▸ Directions for this task
Extract each line of the records below that contains the word "Senlis".

▸ Materials provided
══════

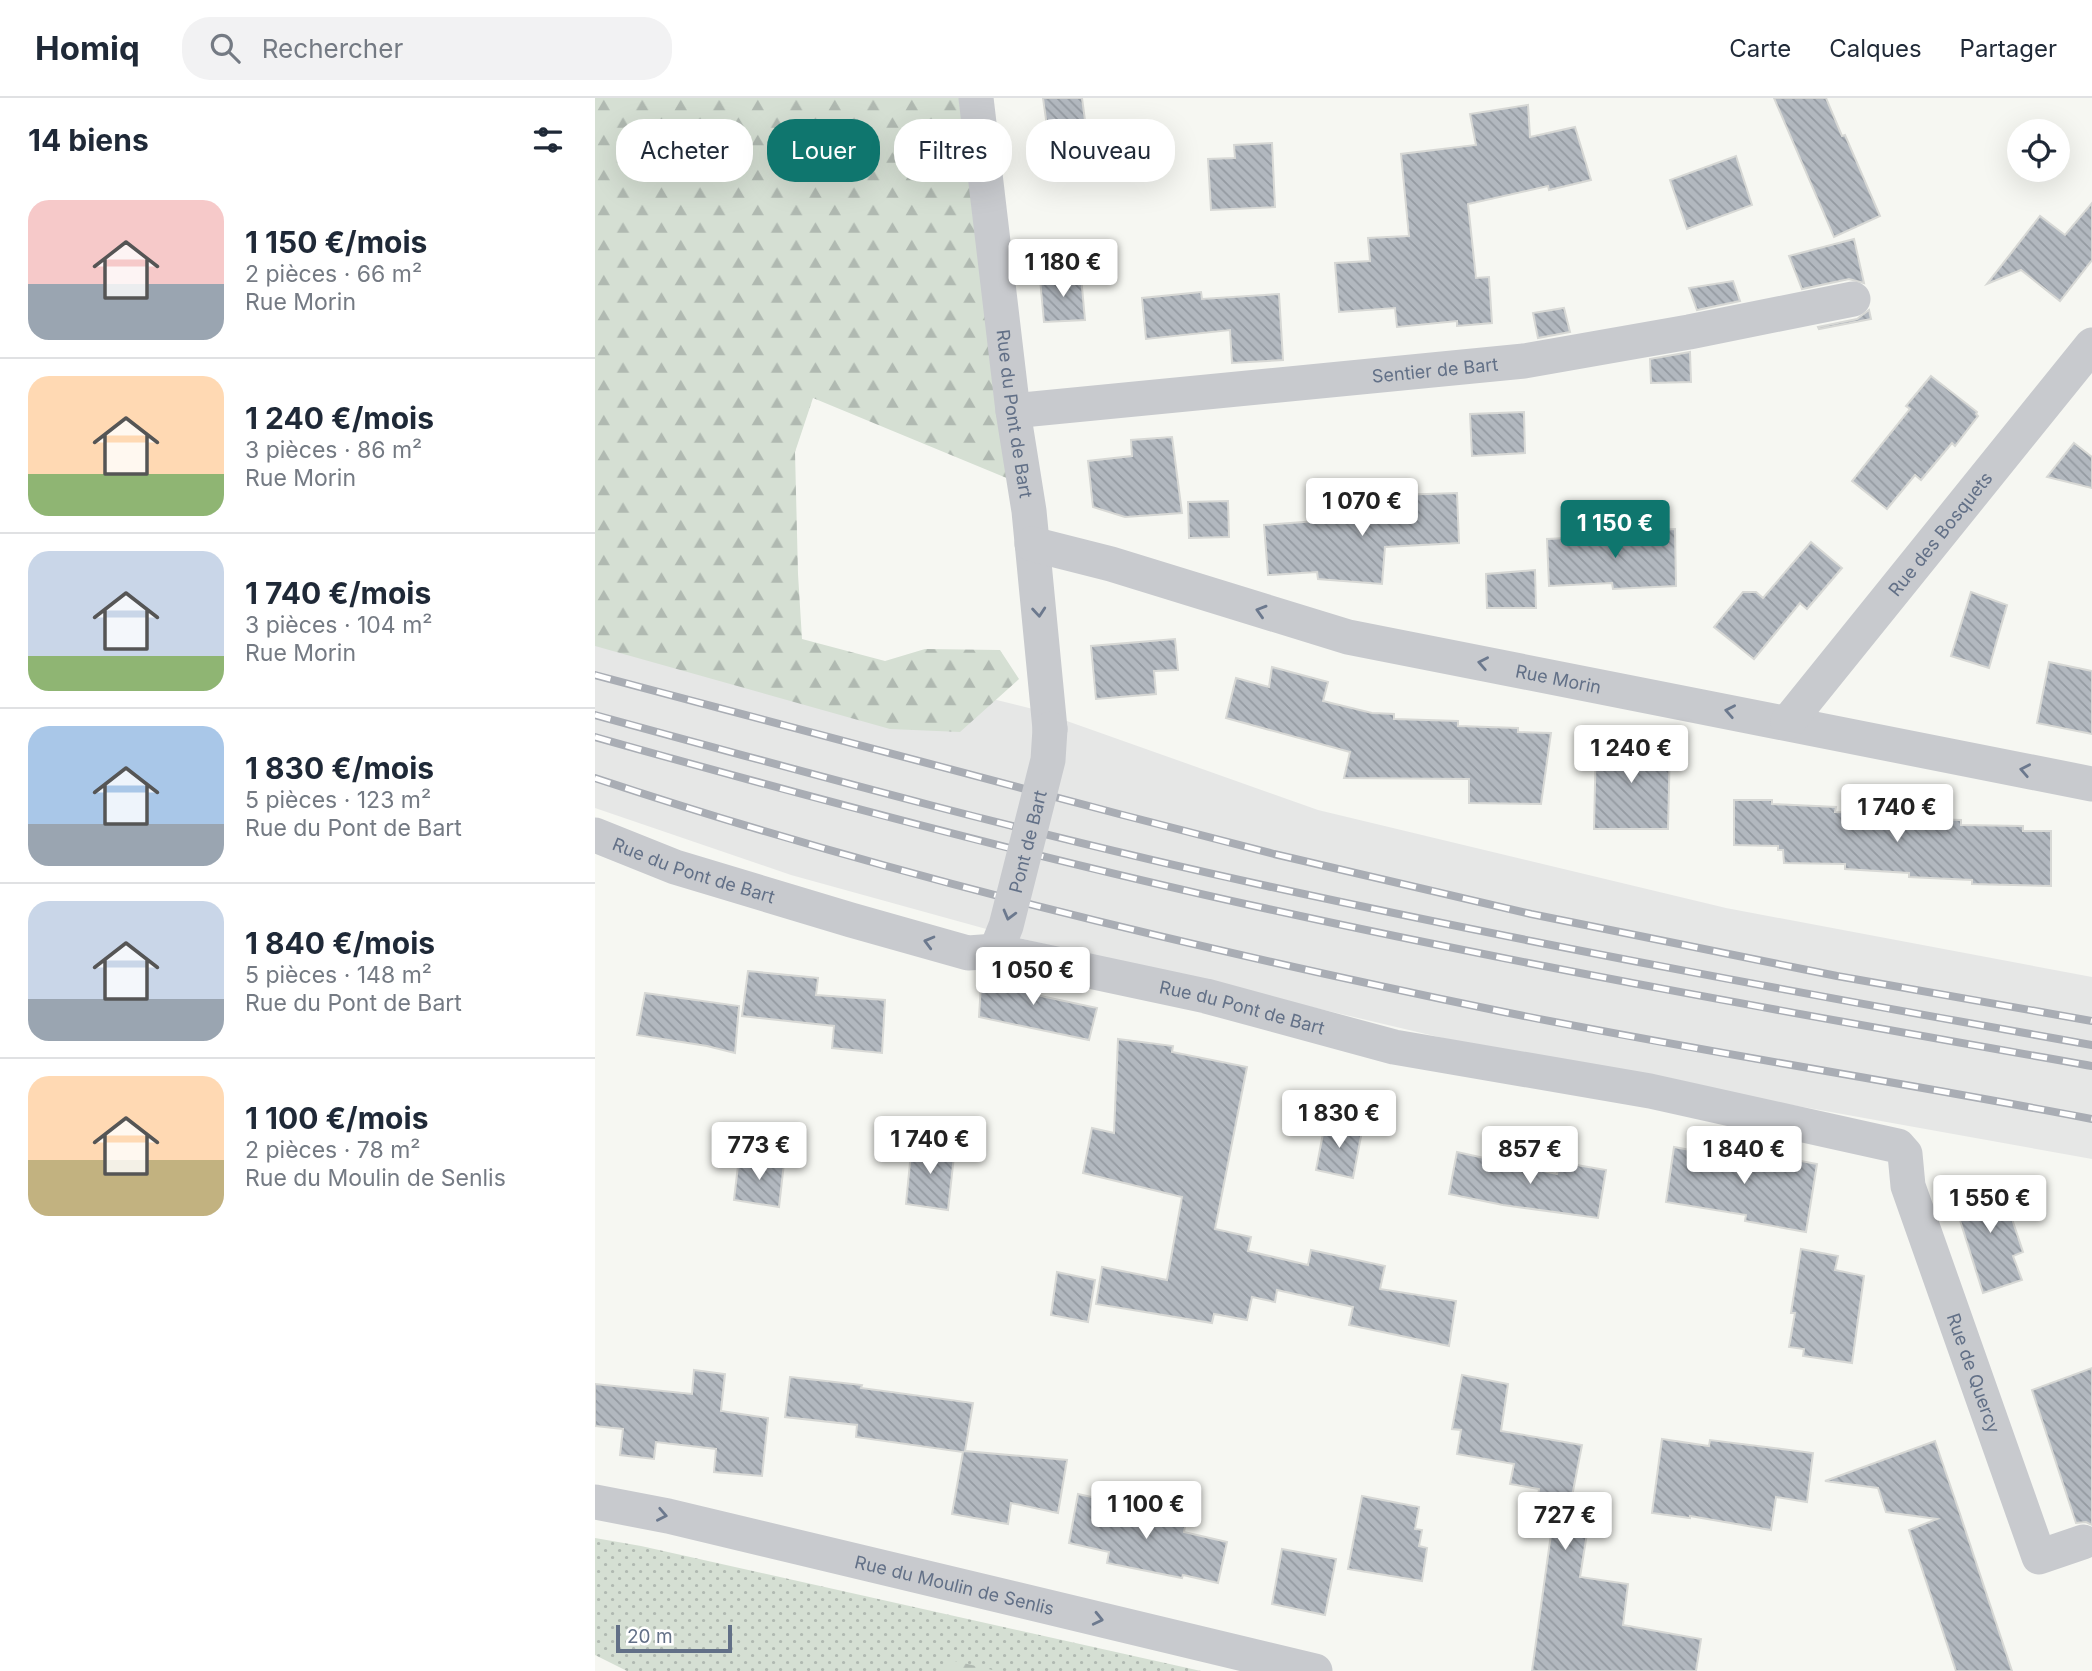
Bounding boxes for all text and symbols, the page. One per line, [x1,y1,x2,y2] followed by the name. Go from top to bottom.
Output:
[182,17,672,80] search box
[35,28,140,68] text: Homiq
[206,29,244,67] icon: search
[262,33,403,64] text: Rechercher
[1729,34,1791,63] text: Carte
[1829,34,1922,63] text: Calques
[1960,34,2057,63] text: Partager
[616,119,753,182] chip: Acheter
[767,119,880,182] chip: Louer
[894,119,1012,182] chip: Filtres
[1026,119,1175,182] chip: Nouveau
[2007,119,2070,182] map controls
[2007,119,2070,182] button: locate
[529,121,567,159] icon: filters
[28,122,149,158] text: 14 biens
[245,224,427,260] text: 1 150 €/mois
[84,228,168,312] icon: home
[998,240,1128,299] pin: 1 180 €
[1025,248,1101,276] text: 1 180 €
[245,260,422,288] text: 2 pièces · 66 m²
[245,288,356,316] text: Rue Morin
[993,328,1037,499] street label: Rue du Pont de Bart
[1371,353,1499,386] street label: Sentier de Bart
[245,400,434,436] text: 1 240 €/mois
[84,404,168,488] icon: home
[245,436,422,464] text: 3 pièces · 86 m²
[245,464,356,492] text: Rue Morin
[1884,467,1996,600] street label: Rue des Bosquets
[1297,478,1427,538] pin: 1 070 €
[1322,487,1402,515] text: 1 070 €
[1550,500,1680,560] pin: 1 150 €
[1577,509,1653,537] text: 1 150 €
[245,575,431,611] text: 1 740 €/mois
[84,579,168,663] icon: home
[1256,604,1268,619] one-way arrow
[1031,607,1046,618] one-way arrow
[245,611,433,639] text: 3 pièces · 104 m²
[245,639,356,667] text: Rue Morin
[1477,657,1489,672] one-way arrow
[1514,660,1603,697] street label: Rue Morin
[1724,704,1736,719] one-way arrow
[1566,726,1696,785] pin: 1 240 €
[1590,734,1672,762] text: 1 240 €
[245,750,434,786] text: 1 830 €/mois
[84,754,168,838] icon: home
[2019,764,2031,779] one-way arrow
[1832,784,1962,844] pin: 1 740 €
[245,786,431,814] text: 5 pièces · 123 m²
[1004,788,1050,895] street label: Pont de Bart
[1857,793,1937,821] text: 1 740 €
[245,814,462,842] text: Rue du Pont de Bart
[610,833,777,907] street label: Rue du Pont de Bart
[1003,909,1017,921] one-way arrow
[245,925,435,961] text: 1 840 €/mois
[84,929,168,1013] icon: home
[923,936,935,950] one-way arrow
[968,948,1098,1007] pin: 1 050 €
[992,956,1074,984] text: 1 050 €
[245,961,432,989] text: 5 pièces · 148 m²
[1158,976,1327,1038] street label: Rue du Pont de Bart
[245,989,462,1017] text: Rue du Pont de Bart
[1274,1090,1404,1150] pin: 1 830 €
[1298,1099,1380,1127] text: 1 830 €
[245,1100,428,1136] text: 1 100 €/mois
[84,1104,168,1188] icon: home
[865,1116,995,1176] pin: 1 740 €
[710,1122,808,1182] pin: 773 €
[890,1125,970,1153] text: 1 740 €
[1481,1126,1579,1186] pin: 857 €
[1679,1126,1809,1186] pin: 1 840 €
[728,1131,790,1159] text: 773 €
[1498,1135,1562,1163] text: 857 €
[1703,1135,1785,1163] text: 1 840 €
[245,1136,421,1164] text: 2 pièces · 78 m²
[245,1164,506,1192] text: Rue du Moulin de Senlis
[1925,1176,2055,1235] pin: 1 550 €
[1949,1184,2031,1212] text: 1 550 €
[1943,1310,2005,1436] street label: Rue de Quercy
[1081,1482,1211,1541] pin: 1 100 €
[1107,1490,1185,1518] text: 1 100 €
[1516,1492,1614,1552] pin: 727 €
[1534,1501,1596,1529] text: 727 €
[656,1507,668,1522] one-way arrow
[853,1551,1056,1619] street label: Rue du Moulin de Senlis
[1092,1611,1104,1625] one-way arrow
[616,1622,731,1654] scale bar
[627,1625,673,1648] text: 20 m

══════

▸ Task response
[245,1164,506,1192] text: Rue du Moulin de Senlis
[853,1551,1056,1619] street label: Rue du Moulin de Senlis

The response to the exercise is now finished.